Kidding aside, Lévy says his current role is to "assist" Sadoun to achieve the Groupe's goals whatever they may be. His current to-do list includes potential acquisitions and outlining strategic objectives. 

"My role on the Supervisory Committee works in tandem with Arthur," he explains. "We are all on the same boat rolling in the same direction." He points out this relationship was similar to his partnership with the previous Chairperson Elisabeth Badinter, daughter of Publicis founder Marcel Bleustein-Blanchet, when he was CEO. 

"When there is something we must do, we make sure it gets assistance."

Lévy became the second Frenchman, joining Bleustein-Blanchet, to be inducted into the American Advertising Federation's Hall of Fame on April 30. Lévy previously demurred from the nomination because he felt it was "not appropriate" to be inducted while serving as the Publicis Groupe's CEO. Now, this acknowledgement recognizes his 30 years at the head of the company, when he led it to become the third largest communications group in the world. 

Lévy’s decades-long experience provides him with singular insight into the evolving Adland landscape.

When asked whether he believes the industry is headed more toward "Math Men" a la data experts versus creative Mad Men, Lévy says in regards to both Math Men and Women, notably including both genders in his response, it isn't one discipline taking priority over the other, but "and." 

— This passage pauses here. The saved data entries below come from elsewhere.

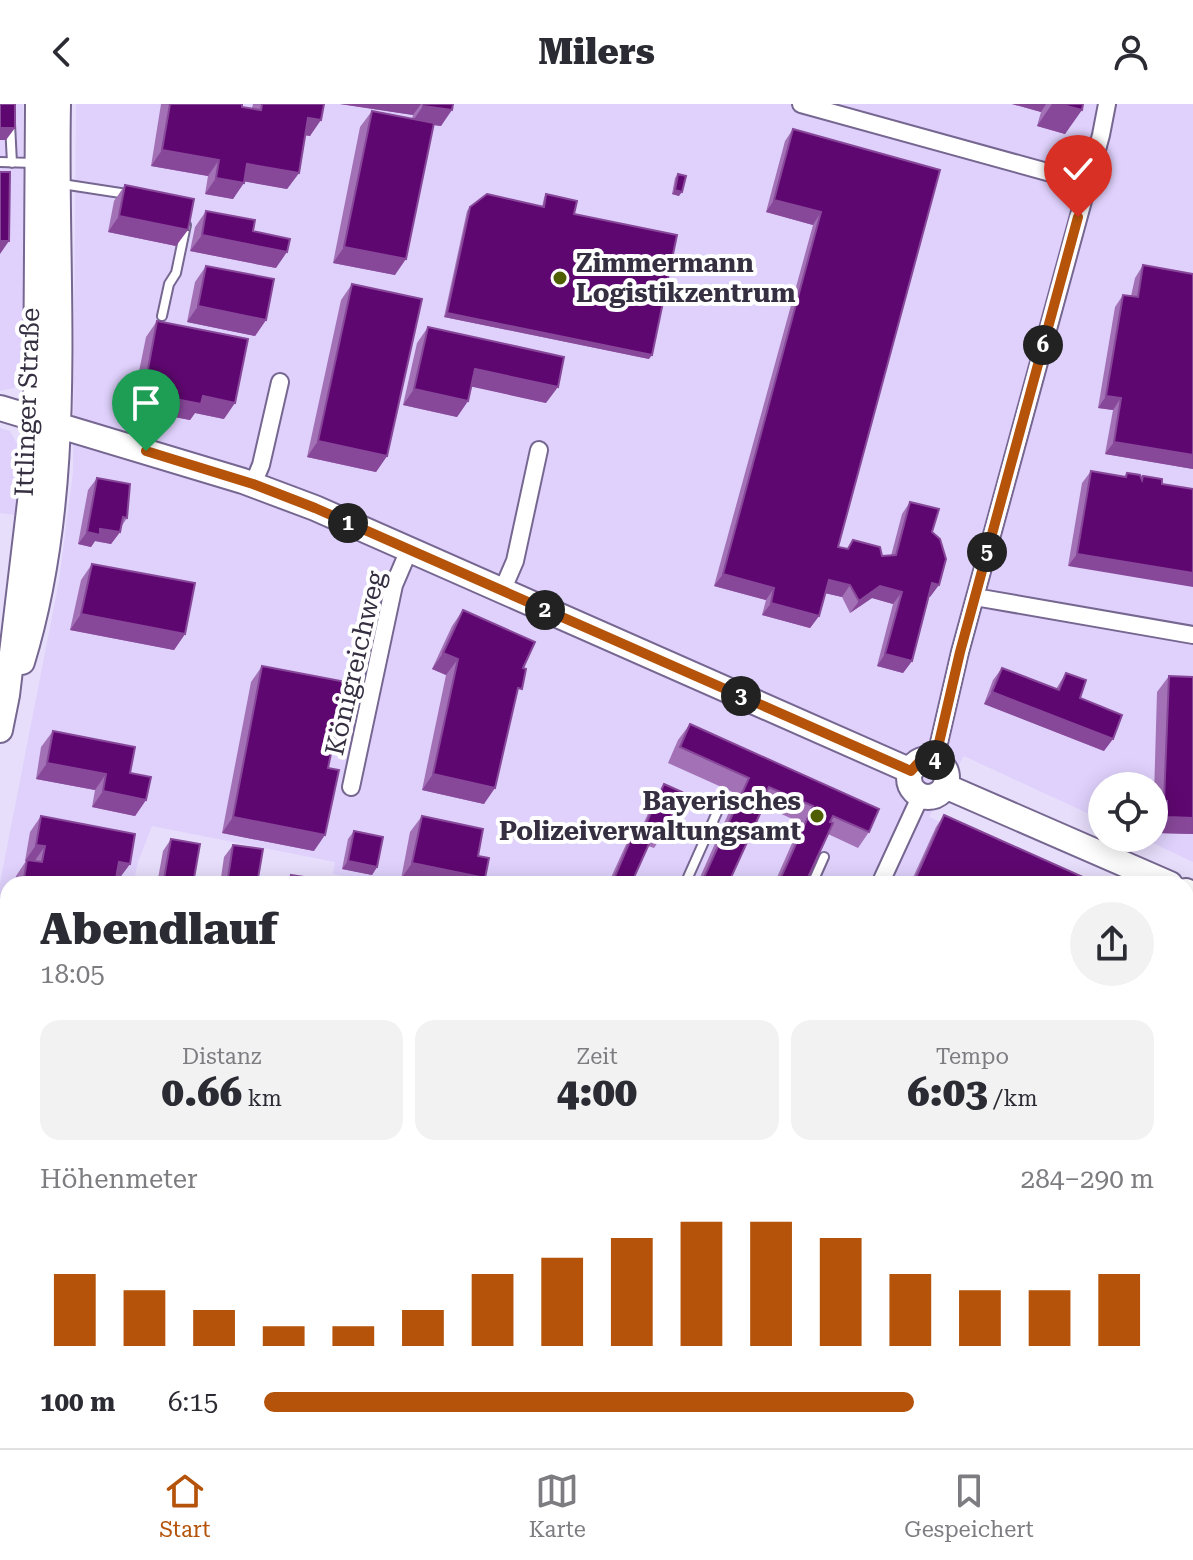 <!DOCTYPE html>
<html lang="de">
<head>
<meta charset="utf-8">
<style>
	:root { --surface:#fff; --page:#f2f2f3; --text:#2b2b33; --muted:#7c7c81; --line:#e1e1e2; --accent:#b45309 }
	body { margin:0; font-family:"Roboto Serif",serif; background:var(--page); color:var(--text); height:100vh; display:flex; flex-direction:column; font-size:30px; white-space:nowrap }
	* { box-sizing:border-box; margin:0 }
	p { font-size:26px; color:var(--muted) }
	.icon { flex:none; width:44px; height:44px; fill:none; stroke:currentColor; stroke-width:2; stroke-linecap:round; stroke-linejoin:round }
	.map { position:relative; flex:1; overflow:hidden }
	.side { position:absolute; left:0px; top:772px; width:1194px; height:572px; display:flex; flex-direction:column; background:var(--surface); border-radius:24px 24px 0 0; box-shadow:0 4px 20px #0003 }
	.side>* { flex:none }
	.tools { position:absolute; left:1088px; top:668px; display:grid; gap:16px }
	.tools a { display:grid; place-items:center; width:80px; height:80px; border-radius:50%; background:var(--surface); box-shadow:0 4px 20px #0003; font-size:40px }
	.pin { position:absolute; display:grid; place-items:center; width:68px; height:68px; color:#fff; margin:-82px -34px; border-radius:50% 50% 50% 0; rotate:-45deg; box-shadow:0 0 8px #0007 }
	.pin .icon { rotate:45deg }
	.km { position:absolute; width:40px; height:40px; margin:-20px; border-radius:50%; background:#222; color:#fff; font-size:22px; line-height:40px; text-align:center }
	.round { display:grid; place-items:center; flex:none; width:84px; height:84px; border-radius:42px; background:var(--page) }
	.summary { display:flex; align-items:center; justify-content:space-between; height:136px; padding:0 40px }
	h1 { font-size:44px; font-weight:800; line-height:60px }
	.figures { display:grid; grid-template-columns:repeat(3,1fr); gap:12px; height:136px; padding:8px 40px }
	.figures div { display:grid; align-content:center; border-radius:20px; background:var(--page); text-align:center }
	.figures b { font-size:40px; font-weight:800 }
	.figures small { font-size:22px; font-weight:400 }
	.figures p { font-size:22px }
	.chart { height:224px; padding:16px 40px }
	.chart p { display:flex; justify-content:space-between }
	.chart svg { width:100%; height:144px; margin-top:8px; stroke:var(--accent); stroke-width:6 }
	ul { padding:0 40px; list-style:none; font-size:26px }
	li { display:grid; grid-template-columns:128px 96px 1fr; align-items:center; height:60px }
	li i { height:20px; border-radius:10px; background:var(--accent) }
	header { display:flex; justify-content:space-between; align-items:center; height:104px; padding:0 40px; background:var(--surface); font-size:36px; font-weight:800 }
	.dock { display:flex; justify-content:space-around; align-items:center; height:112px; border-top:2px solid var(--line); background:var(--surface); font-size:22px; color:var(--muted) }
	.dock a { display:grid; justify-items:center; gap:4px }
	.dock .selected { color:var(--accent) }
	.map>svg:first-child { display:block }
	.built { fill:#dfd1fc }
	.green { fill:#f2b583 }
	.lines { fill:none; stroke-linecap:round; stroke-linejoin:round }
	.lane-casing { stroke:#766791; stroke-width:12 }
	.street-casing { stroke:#766791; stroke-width:20 }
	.secondary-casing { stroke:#766791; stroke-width:28 }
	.lane { stroke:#fff; stroke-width:8 }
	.street { stroke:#fff; stroke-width:16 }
	.secondary { stroke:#fff; stroke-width:24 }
	.wall { fill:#a372b6 }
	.shaded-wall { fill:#88489a }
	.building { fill:#5f0770; stroke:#88489a; stroke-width:2 }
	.route-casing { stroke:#fff; stroke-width:16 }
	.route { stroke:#b45309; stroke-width:10 }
	.poi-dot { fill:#4f5e00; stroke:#fff; stroke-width:3 }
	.labels { text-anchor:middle; stroke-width:8; stroke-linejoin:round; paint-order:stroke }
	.poi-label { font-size:26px; font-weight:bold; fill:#352f41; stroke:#fff; text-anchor:start }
	.street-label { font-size:26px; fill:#352f41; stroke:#fff }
</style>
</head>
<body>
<header><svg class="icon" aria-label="back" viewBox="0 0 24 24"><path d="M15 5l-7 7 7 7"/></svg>Milers<svg class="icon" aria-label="person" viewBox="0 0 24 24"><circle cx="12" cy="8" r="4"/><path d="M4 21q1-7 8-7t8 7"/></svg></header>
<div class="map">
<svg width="1193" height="1344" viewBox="0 0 1193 1344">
	<rect width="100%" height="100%" fill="#e7defb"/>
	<!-- built -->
	<path class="built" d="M0 0H23L24 269 14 284 0 287Z
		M76 0H1193V758L1142 734H1154V682H1102V716L964 652 929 713 1081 780H381L333 770 335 758 152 722 138 758 133 780H8V1000L0 1037V779L59 477 73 368Z
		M0 324 10 327 22 349 15 411 0 409Z
		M1186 831 1193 834V1132L1186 1125Z"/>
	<!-- green -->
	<path class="green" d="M428 1336H556L554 1344H427Z"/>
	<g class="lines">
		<defs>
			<path id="lane" d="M9 0 12 59
				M0 58 35 59
				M62 80 127 90
				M162 212 169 180 176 169 186 121
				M685 780 718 706
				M812 780 824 753
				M0 1254V1258
				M14 1344 18 1336"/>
			<path id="street" d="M801 0 1087 79
				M253 380 261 361 280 278
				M502 487 515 457 539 346
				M975 493 1193 531
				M935 656 960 548 1101 31 1107 0
				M351 683 394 481 409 446
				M880 780 921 691
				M0 838H8
				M1186 1326H1193
				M758 1336 774 1344
				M199 1344 202 1336
				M620 1344 623 1336
				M867 1344 874 1336
				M1040 1344 1049 1336"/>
			<path id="secondary" d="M0 304 243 377 315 404 911 667
				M22 558C77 378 54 185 58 0
				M0 626 7 591 33 373 36 295 38 0
				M909 674a19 19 0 1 1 38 0a19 19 0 1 1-38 0Z
				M945 682 1170 780
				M1186 787 1193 790"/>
		</defs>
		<!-- lane casing -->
		<use href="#lane" class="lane-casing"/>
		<!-- street casing -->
		<use href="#street" class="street-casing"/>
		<!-- secondary casing -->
		<use href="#secondary" class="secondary-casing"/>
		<!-- lane -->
		<use href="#lane" class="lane"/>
		<!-- street -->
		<use href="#street" class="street"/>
		<!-- secondary -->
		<use href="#secondary" class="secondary"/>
	</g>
	<!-- wall -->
	<path class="wall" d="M161 0H242V3L252 4 253 0H324L310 32 305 31 299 69 287 85 244 77 233 95 205 90 208 72 151 62Z
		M340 0H453L441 22 433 21 395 171 333 159 360 23 372 7 412 15 413 11Z
		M1012 0H1083L1065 30 1037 22 1041 8Z
		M793 25 940 66 838 443 847 445 853 436 882 452H891L902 410 910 398 932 428 930 493H929L912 557 903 569 877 562 893 500 872 494 850 509 842 493 825 489 819 512 810 524 762 511 766 496 714 482 813 121 766 108 785 37Z
		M678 70 679 92 672 90 675 74Z
		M125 81 176 142 108 128 114 97Z
		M546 90 574 110 649 255 444 213 467 107 470 103H542L544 94Z
		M206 107 253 127 276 164 190 147 195 123Z
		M1143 161 1193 365 1105 350 1113 306 1098 304 1115 203 1123 191 1131 192 1135 174Z
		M206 162 266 216 255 232 187 218 195 178Z
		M352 180 387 352 376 368 307 353 341 196Z
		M157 217 224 315 195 309 190 316 164 311 166 303 133 297 146 233Z
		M428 223 546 299 472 282 468 297 457 313 403 301 417 239Z
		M1091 367 1124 373 1127 369 1141 374 1143 372 1162 380 1068 462 1082 379Z
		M97 374 127 414 121 423 120 428 111 440 95 437 91 443 78 440 88 386Z
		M92 460 185 530 174 546 70 526 81 476Z
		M463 506 523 564 516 594 484 700 422 686 446 571 432 565 452 522Z
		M262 562 314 747 222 729 251 578Z
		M1002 564 1056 585 1066 569 1080 594 1104 647 984 600 993 576Z
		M1169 572 1193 730 1156 729V713H1154V691L1157 588Z
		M690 620 869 728 858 744 828 730 805 780H774L801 719 764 702 728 780H697L737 690 668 659 678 636Z
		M53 627 130 669 146 696 135 712 92 703 95 686 36 675 41 643Z
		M664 680 662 732 654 744 648 742 631 780H608L628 736 636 723 641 725 656 692Z
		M944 711 1093 780H910L936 723Z
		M41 712 130 760 118 776H115V780H14L16 772 26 757H25L30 728Z
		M422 712 478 752 485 774 480 780H424L401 775 410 728Z
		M354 727 377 763 372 771 342 765 348 735Z
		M171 735 193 780H157L163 747Z
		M233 741 257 780H220L224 753Z
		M8 917V971L0 969V929Z
		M1193 999V1060L1186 1057V1014Z
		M8 1064V1095L1 1094Z
		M8 1222V1245L0 1241Z
		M1189 1278H1193V1306L1186 1305V1282Z
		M219 1336H257L255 1344H217Z
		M325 1336H385L384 1344H323Z
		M643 1336H670L668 1344H640Z
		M833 1336H844L840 1342Z"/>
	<!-- shaded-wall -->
	<path class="shaded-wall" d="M340 0H421L413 11Z
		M1012 0H1046L1041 8Z
		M1052 0H1059L1082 6 1065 30 1037 22Z
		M423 2 452 6 441 22 412 18Z
		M308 14 321 16 310 32 297 30Z
		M0 24H15L6 36H0Z
		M162 46 219 56 208 72 151 62Z
		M247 60 299 69 287 85 236 76Z
		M216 74 244 79 233 95 205 90Z
		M675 86 682 88 679 92 672 90Z
		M774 96 821 108 813 121 766 108Z
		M119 112 188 126 176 142 108 128Z
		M202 131 287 148 276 164 190 147Z
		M0 137H9L0 150Z
		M344 143 406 155 395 171 333 159Z
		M198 202 266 216 255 232 187 218Z
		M447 209 652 251 649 255 444 213Z
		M475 265 558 283 546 299 464 281Z
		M145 281 177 287 166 303 133 297Z
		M414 285 468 297 457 313 403 301Z
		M203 292 235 299 224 315 195 309 190 316 164 311 175 295Z
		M1106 292 1121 294 1113 306 1098 304Z
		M318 337 387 352 376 368 307 353Z
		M1114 338 1193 351V365L1105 350Z
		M100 425 120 428 111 440 95 437 91 443 78 440 87 428Z
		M1077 450 1193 469V483L1068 462Z
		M723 470 774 484 766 496 714 482Z
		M829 476 850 481 842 493 820 488Z
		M932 479 939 481 930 493 924 492Z
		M880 482 902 488 893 500 872 494 850 509 859 497Z
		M771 499 819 512 810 524 762 511Z
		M81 510 185 530 174 546 70 526Z
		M443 549 458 555 446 571 432 565Z
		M885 550 912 557 903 569 877 562Z
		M992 588 1113 635 1104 647 984 600Z
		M47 659 106 670 95 686 36 675Z
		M433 670 495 684 484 700 422 686Z
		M103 687 146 696 135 712 92 703Z
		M1164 697H1167L1156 713H1154Z
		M233 713 325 731 314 747 222 729Z
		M1167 713 1193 714V730L1156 729Z
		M36 741 45 742 34 758 25 757Z
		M348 757 377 763 372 771 342 765Z
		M119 758 130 760 118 776 107 774Z
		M412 759 485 774 480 780H424L401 775Z
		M4 952 8 953V971L0 969V957Z
		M8 1084V1095L1 1094Z
		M0 1143 8 1145V1159L0 1157Z
		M1186 1263 1193 1264V1268L1186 1267Z
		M1187 1301 1193 1302V1306L1186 1305Z
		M107 1336H145L153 1339 150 1344H126Z
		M583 1336H602L599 1340Z"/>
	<!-- building -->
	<path class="building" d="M0 0H15V24H0Z
		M170 0H242V3L261 6 262 0H324L321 16 308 14 299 69 247 60 244 79 216 74 219 56 162 46Z
		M424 0H453L452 6 423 2Z
		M1059 0H1083L1082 6Z
		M372 7 434 19 406 155 344 143Z
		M793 25 940 66 838 443 848 445 853 436 880 443 882 452 896 451 910 398 939 405 932 428 940 435 946 455 939 481 932 479 912 557 885 550 902 488 880 482 859 497 850 481 829 476 819 512 771 499 774 484 723 470 821 108 774 96Z
		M0 68H10L9 137H0Z
		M678 70 686 72 682 88 675 86Z
		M125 81 194 95 188 126 119 112Z
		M487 90 544 103 546 90 577 97 574 110 677 131 652 251 447 209 470 103Z
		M206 107 255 116 253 127 290 135 287 148 202 131Z
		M1143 161 1193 170V351L1114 338 1121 294 1106 292 1123 191 1138 193Z
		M206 162 274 175 266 216 198 202Z
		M352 180 422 195 387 352 318 337Z
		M157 217 248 235 235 299 203 292 201 300 175 295 177 287 145 281Z
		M428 223 564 253 558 283 475 265 468 297 414 285Z
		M1091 367 1126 373 1127 369 1140 371 1142 376 1143 372 1162 375V380L1193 385V469L1077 450Z
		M97 374 130 380 127 414 123 413 120 428 100 425V431L87 428Z
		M92 460 195 479 185 530 81 510Z
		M463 506 535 538 523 564 526 565 522 585 518 584 495 684 433 670 458 555 443 549Z
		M262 562 346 578 328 664 339 666 325 731 233 713Z
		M1002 564 1059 586 1066 569 1086 576 1080 594 1122 611 1113 635 992 588Z
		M1169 572 1193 573V714L1167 713V697H1164Z
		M690 620 879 705 869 728 833 712 830 718 833 719 805 780H778L813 702 769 683 766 688 769 690 728 780H701L749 674 680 643Z
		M53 627 135 643 130 669 151 673 146 696 103 687 106 670 47 659Z
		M664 680 682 688 662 732 644 724Z
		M944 711 1094 778 1093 780H913Z
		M41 712 135 730 130 760 119 758 115 780H23L27 756 42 758 45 742 36 741Z
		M422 712 483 725 478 752 489 754 485 774 412 759Z
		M636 723 653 731 631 780H620L613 777Z
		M354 727 383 733 377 763 348 757Z
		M171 735 200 740 193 780H163Z
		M233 741 263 745 257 780H227Z
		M291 771 311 774 310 780H289Z
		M351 773 382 779 381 780H349Z
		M8 926V953L4 952Z
		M1186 964 1193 967V978L1186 994Z
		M1193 1005V1044L1186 1041V1021Z
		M0 1112 8 1114V1145L0 1143Z
		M1193 1230V1264L1186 1263V1231Z
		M1189 1278H1193V1302L1187 1301Z
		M0 1308 6 1312 0 1320Z
		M38 1336H102L99 1344H33Z
		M183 1336H194L192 1344 180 1342Z
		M223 1336H257L255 1344H221Z
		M331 1336H385L384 1344H329Z
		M646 1336H670L668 1344H644Z
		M894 1336H930L937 1342 935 1344H888Z
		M1076 1336H1096V1344H1076Z
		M1122 1336 1144 1338V1344H1121Z
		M707 1339 724 1344H706Z
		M1170 1341 1193 1342V1344H1170Z"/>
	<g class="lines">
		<defs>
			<path id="route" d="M146 347 253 380 315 404 911 667 920 657 935 656 960 548 1078 113"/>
		</defs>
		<!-- route casing -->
		<use href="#route" class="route-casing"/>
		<!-- route -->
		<use href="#route" class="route"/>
	</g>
	<!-- markers -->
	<g class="poi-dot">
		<circle cx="560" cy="174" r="8"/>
		<circle cx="817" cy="712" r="8"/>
	</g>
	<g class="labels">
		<!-- poi labels -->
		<g class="poi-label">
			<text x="576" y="168">Zimmermann<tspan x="576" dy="30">Logistikzentrum</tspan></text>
			<text x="801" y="706" text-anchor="end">Bayerisches<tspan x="801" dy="30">Polizeiverwaltungsamt</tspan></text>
		</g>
		<!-- street labels -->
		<g class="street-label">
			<text transform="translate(27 298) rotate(-88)" y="9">Ittlinger Straße</text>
			<text transform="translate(355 559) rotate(-77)" y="9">Königreichweg</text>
		</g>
	</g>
</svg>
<div class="tools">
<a><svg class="icon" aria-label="locate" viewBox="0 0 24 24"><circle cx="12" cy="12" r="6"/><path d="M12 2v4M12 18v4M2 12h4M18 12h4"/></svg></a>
</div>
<div class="pin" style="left:146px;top:347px;background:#1e9e55"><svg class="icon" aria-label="arrive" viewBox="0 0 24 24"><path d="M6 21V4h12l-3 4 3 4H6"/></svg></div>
<div class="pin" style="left:1078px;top:113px;background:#d93025"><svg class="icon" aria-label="check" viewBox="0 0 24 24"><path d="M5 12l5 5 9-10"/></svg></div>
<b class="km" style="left:348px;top:419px">1</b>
<b class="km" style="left:545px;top:506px">2</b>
<b class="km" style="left:741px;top:592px">3</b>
<b class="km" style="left:935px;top:656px">4</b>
<b class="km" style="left:987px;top:448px">5</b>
<b class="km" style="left:1043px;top:241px">6</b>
<section class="side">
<div class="summary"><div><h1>Abendlauf</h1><p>18:05</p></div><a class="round"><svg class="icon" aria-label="share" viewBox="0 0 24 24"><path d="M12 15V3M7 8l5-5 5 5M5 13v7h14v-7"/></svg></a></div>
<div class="figures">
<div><p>Distanz</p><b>0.66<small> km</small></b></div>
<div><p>Zeit</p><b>4:00</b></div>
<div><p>Tempo</p><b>6:03<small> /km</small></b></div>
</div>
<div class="chart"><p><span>Höhenmeter</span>284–290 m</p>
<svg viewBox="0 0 160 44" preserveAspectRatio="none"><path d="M5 44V22M15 44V27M25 44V33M35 44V38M45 44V38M55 44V33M65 44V22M75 44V17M85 44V11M95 44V6M105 44V6M115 44V11M125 44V22M135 44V27M145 44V27M155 44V22"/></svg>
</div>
<ul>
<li><b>100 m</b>6:15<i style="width:73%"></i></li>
</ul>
</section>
</div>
<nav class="dock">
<a class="selected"><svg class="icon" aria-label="home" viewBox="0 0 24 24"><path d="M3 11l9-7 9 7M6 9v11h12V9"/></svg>Start</a>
<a><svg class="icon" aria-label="map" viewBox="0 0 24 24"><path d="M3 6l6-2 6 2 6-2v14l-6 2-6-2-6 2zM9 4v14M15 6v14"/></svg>Karte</a>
<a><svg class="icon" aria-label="saved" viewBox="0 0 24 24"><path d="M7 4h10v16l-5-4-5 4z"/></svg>Gespeichert</a>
</nav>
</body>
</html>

Nowadays, creativity and data are so intertwined you need both to succeed. Lévy has always worked both sides of the debate. As leader, he pushed for higher levels of creativity, but his background was rooted in technology, having joined Publicis in 1971 as IT director. 

Publicis' return to Cannes this year for the Festival of Creativity will also feature Lévy, who is expected to be on the ground for "less than 48 hours," most likely during the latter part of the week. 

This week, however, Lévy is gearing up for Viva Tech, an annual Paris-based technology conference founded in 2016 by Publicis Groupe and Groupe Les Echos. 

The event has exceeded Lévy’s "wildest dreams" with notable speakers at this year's May 16-18 event, including Canada's Prime Minster Justin Trudeau and Olympic superstar Usain Bolt, supporting the Bolt electric scooter. 

Three members of the European Commission will discuss leadership challenges ahead of the European Parliament elections happening May 23 to 26. Ex-U.S. Secretary of State John Kerry will address China as well as intellectual property concerns. 

Securing Alibaba's Jack Ma's appearance was "complicated" after he spontaneously accepted Levy's offer, but then realized he had a conflicting board meeting happening at the same time. The fact he moved his meeting tells a lot about Ma's honor and the importance of Viva Tech, says Lévy.